Aim of the task —
Locate every line in the records below that contains the word "bounding", and copy each one.

Records from a data collection

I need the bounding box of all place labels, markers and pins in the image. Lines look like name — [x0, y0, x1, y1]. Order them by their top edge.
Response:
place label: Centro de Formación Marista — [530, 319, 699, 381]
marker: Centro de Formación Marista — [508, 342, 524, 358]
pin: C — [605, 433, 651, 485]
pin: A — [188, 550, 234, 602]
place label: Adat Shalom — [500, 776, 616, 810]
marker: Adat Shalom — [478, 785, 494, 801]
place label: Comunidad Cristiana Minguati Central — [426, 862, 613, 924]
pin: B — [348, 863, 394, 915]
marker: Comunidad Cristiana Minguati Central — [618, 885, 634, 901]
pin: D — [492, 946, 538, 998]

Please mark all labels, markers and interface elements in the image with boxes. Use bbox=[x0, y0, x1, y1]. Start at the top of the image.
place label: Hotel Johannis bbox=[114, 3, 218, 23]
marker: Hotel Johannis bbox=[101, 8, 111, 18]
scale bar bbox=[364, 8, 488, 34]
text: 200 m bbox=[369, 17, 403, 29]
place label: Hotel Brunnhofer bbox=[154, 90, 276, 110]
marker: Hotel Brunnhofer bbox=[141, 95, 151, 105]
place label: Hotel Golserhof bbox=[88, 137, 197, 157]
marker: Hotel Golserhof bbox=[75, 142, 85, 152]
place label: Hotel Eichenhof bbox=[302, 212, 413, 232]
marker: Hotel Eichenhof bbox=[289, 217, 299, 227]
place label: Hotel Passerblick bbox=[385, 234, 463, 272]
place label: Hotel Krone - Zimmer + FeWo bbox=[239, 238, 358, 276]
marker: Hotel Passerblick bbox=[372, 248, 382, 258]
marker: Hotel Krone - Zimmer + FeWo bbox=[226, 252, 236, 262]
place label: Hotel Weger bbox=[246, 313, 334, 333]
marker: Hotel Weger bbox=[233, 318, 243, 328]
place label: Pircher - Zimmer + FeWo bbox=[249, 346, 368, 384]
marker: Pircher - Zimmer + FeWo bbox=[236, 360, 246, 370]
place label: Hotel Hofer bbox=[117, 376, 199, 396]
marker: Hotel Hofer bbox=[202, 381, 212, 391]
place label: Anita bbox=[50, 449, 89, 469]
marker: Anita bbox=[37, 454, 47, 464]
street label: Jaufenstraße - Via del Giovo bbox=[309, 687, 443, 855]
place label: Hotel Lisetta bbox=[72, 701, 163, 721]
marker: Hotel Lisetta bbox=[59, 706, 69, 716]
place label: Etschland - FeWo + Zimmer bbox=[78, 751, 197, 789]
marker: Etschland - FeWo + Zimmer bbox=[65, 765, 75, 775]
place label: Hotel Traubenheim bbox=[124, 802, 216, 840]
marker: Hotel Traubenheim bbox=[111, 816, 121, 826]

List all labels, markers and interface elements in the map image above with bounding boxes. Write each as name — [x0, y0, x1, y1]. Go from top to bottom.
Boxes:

Output below —
I need the bounding box of all place labels, markers and pins in the image. Lines look like name — [x0, y0, x1, y1]. Order them by their top edge.
List all labels, markers and interface elements in the map image above with bounding boxes. Write each as name — [x0, y0, x1, y1]. Go from top to bottom.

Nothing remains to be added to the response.